September 24, 2023
Just recently I was asked what it would take to make a web service massively scalable. My answer was lengthy and maybe it is also for other people interesting. So I share it with you here in my blog and split it into parts to make it easier to read. New parts are released on a regular basis. Have fun and your comments are always welcomed!
Public servers of a scalable web service are hidden behind a load balancer. This load balancer evenly distributes load (requests from your users) onto your group/cluster of application servers. That means that if, for example, user Steve interacts with your service, he may be served at his first request by server 2, then with his second request by server 9 and then maybe again by server 2 on his third request.
Steve should always get the same results of his request back, independent what server he “landed on”. That leads to the first golden rule for scalability: every server contains exactly the same codebase and does not store any user-related data, like sessions or profile pictures, on local disc or memory.
Sessions need to be stored in a centralized data store which is accessible to all your application servers. It can be an external database or an external persistent cache, like Redis. An external persistent cache will have better performance than an external database. By external I mean that the data store does not reside on the application servers. Instead, it is somewhere in or near the data center of your application servers.
But what about deployment? How can you make sure that a code change is sent to all your servers without one server still serving old code? This tricky problem is fortunately already solved by the great tool Capistrano. It requires some learning, especially if you are not into Ruby on Rails, but it is definitely both the effort.
After “outsourcing” your sessions and serving the same codebase from all your servers, you can now create an image file from one of these servers (AWS calls this AMI - Amazon Machine Image.) Use this AMI as a “super-clone” that all your new instances are based upon. Whenever you start a new instance/clone, just do an initial deployment of your latest code and you are ready!
After following Part 1, your servers can now horizontally scale and you can already serve thousands of concurrent requests. But somewhere down the road your application gets slower and slower and finally breaks down. The reason: your database. It’s MySQL, isn’t it?
Now the required changes are more radical than just adding more cloned servers and may even require some boldness. In the end, you can choose from 2 paths:
Path #1 is to stick with MySQL and keep the “beast” running. Hire a database administrator (DBA,) tell him to do master-slave replication (read from slaves, write to master) and upgrade your master server by adding RAM, RAM and more RAM. In some months, your DBA will come up with words like “sharding”, “denormalization” and “SQL tuning” and will look worried about the necessary overtime during the next weeks. At that point every new action to keep your database running will be more expensive and time consuming than the previous one. You might have been better off if you had chosen Path #2 while your dataset was still small and easy to migrate.
Path #2 means to denormalize right from the beginning and include no more Joins in any database query. You can stay with MySQL, and use it like a NoSQL database, or you can switch to a better and easier to scale NoSQL database like MongoDB or CouchDB. Joins will now need to be done in your application code.
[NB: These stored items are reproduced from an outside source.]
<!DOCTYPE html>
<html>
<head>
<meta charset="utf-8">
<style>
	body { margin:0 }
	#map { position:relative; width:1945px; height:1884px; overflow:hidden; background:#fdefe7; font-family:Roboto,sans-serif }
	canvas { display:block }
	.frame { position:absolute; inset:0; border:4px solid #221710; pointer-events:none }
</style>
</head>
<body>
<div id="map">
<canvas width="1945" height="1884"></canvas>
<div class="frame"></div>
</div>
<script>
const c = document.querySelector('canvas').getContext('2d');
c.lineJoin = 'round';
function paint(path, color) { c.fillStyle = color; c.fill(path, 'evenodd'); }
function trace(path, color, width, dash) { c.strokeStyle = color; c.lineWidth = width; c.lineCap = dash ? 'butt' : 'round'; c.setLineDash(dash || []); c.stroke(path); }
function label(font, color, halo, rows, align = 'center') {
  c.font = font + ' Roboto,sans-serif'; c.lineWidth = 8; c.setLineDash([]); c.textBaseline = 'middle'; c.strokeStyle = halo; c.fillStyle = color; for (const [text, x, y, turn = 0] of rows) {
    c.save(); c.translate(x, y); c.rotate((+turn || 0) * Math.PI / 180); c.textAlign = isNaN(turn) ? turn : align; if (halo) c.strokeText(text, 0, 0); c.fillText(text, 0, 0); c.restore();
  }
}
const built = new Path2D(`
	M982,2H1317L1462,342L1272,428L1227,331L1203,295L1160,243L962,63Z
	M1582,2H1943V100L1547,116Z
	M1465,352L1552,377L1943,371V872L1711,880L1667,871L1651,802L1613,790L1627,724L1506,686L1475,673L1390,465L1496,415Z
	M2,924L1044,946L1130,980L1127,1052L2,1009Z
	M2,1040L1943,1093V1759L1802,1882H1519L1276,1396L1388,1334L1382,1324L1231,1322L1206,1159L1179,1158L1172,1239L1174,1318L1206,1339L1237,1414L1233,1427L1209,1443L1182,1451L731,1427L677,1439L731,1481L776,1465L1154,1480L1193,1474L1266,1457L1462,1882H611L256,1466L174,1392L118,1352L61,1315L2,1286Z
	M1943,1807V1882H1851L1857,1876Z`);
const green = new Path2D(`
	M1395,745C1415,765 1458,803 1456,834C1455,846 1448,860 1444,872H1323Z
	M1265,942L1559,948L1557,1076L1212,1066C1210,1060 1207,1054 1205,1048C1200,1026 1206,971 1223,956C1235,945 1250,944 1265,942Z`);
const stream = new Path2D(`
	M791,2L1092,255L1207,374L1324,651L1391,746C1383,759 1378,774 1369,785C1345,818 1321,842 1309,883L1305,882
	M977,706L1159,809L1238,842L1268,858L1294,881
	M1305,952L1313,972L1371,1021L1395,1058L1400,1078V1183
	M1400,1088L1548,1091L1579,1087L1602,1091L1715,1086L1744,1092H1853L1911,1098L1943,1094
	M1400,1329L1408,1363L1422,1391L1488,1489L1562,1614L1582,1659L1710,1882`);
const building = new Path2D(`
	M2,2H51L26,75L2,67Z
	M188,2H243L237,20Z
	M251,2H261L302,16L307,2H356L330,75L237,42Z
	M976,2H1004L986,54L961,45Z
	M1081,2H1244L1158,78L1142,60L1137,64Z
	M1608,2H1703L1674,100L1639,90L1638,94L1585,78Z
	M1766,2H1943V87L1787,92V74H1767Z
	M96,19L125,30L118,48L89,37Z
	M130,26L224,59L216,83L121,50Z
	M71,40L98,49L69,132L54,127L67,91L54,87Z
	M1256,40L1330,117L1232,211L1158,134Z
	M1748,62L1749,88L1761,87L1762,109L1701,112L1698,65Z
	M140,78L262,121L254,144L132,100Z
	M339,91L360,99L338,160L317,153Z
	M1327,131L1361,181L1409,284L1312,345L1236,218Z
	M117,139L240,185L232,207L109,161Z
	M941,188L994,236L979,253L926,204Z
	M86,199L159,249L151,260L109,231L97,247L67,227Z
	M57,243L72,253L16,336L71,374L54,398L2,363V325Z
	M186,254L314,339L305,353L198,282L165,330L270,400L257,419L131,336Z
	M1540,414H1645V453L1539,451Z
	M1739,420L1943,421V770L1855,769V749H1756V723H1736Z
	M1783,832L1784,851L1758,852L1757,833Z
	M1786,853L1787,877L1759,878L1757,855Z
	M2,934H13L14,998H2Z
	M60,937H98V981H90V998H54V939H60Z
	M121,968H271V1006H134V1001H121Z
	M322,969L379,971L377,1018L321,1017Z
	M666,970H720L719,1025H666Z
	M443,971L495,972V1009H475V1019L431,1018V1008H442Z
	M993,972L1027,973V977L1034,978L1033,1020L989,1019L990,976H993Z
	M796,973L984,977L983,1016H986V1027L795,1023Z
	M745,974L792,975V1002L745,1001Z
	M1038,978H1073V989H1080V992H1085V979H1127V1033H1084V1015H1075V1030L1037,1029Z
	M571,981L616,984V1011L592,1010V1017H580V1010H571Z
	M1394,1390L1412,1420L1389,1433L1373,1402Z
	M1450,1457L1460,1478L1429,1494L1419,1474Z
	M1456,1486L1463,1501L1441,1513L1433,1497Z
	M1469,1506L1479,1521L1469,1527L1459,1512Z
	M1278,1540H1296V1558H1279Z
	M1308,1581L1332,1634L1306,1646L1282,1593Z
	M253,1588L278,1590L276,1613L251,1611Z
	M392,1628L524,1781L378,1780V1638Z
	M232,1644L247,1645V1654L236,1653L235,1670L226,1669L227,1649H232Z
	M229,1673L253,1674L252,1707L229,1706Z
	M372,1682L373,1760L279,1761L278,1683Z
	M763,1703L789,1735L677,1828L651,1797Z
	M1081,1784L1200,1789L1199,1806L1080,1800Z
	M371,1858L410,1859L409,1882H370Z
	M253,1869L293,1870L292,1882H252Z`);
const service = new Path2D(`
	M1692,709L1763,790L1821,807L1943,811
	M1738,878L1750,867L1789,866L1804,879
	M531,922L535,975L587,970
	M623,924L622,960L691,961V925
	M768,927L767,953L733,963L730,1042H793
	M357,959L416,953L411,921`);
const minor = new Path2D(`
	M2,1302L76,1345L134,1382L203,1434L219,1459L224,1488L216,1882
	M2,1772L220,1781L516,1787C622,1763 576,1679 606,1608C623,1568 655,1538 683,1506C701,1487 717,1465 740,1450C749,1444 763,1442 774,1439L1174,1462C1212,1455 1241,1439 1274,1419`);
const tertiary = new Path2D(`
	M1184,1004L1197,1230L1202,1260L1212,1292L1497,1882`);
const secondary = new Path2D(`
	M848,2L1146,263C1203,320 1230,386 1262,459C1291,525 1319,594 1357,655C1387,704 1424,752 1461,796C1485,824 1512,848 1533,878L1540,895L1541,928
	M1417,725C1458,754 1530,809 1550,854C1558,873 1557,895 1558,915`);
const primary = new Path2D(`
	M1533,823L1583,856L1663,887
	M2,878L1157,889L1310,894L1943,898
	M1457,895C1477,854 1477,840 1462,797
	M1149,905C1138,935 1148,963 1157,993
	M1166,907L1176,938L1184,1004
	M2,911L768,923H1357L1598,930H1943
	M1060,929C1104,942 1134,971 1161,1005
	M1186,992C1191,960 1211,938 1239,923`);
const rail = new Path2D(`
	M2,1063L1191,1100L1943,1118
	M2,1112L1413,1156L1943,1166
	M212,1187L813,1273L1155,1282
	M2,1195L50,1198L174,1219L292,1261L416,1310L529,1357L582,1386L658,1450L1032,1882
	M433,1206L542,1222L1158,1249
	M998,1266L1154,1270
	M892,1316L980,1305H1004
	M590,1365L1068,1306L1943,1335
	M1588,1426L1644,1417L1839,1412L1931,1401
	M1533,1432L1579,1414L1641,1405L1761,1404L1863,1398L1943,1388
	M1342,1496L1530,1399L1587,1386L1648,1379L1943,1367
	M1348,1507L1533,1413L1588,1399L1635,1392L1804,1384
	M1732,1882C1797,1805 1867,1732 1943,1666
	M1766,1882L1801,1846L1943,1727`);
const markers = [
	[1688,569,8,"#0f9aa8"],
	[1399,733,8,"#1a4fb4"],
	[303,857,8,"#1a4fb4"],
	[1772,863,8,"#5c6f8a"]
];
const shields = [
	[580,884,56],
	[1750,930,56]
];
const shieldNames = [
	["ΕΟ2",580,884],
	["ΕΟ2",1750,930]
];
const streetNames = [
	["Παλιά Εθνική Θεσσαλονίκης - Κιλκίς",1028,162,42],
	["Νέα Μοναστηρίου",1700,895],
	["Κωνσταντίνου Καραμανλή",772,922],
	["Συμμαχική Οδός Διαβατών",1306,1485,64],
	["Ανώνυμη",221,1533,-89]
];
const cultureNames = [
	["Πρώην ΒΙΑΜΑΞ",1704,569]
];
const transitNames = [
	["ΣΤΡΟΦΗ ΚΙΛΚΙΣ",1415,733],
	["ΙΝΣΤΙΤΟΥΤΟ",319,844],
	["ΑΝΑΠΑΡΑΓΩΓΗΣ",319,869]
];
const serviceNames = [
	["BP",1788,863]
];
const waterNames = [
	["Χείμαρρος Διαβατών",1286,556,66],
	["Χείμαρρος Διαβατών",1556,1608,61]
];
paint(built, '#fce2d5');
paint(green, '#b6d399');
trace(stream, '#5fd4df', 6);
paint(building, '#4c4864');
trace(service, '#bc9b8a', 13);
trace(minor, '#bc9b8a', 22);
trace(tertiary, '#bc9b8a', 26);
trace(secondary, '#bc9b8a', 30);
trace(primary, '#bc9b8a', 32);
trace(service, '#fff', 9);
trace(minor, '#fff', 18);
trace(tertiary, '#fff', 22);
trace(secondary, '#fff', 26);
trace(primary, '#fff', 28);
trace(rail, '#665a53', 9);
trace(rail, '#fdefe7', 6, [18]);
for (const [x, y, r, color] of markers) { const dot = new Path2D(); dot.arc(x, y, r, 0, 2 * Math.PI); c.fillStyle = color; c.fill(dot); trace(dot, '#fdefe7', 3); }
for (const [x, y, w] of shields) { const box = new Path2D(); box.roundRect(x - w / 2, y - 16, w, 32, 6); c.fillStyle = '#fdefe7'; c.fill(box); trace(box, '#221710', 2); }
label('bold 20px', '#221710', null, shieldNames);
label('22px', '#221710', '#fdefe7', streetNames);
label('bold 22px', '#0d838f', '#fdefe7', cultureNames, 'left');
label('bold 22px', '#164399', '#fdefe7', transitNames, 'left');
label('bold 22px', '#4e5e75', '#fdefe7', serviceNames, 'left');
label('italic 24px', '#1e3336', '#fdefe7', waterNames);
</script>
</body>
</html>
The sooner you do this step the less code you will have to change in the future. But even if you successfully switch to the latest and greatest NoSQL database and let your app do the dataset-joins, soon your database requests will again be slower and slower. You will need to introduce a cache.
After following Part 2 above, you now have a scalable database solution. You have no fear of storing terabytes anymore and the world is looking fine. But just for you. Your users still have to suffer slow page requests when a lot of data is fetched from the database. The solution is the implementation of a cache.
With “cache” I always mean in-memory caches like Memcached or Redis. Please never do file-based caching, it makes cloning and auto-scaling of your servers just a pain.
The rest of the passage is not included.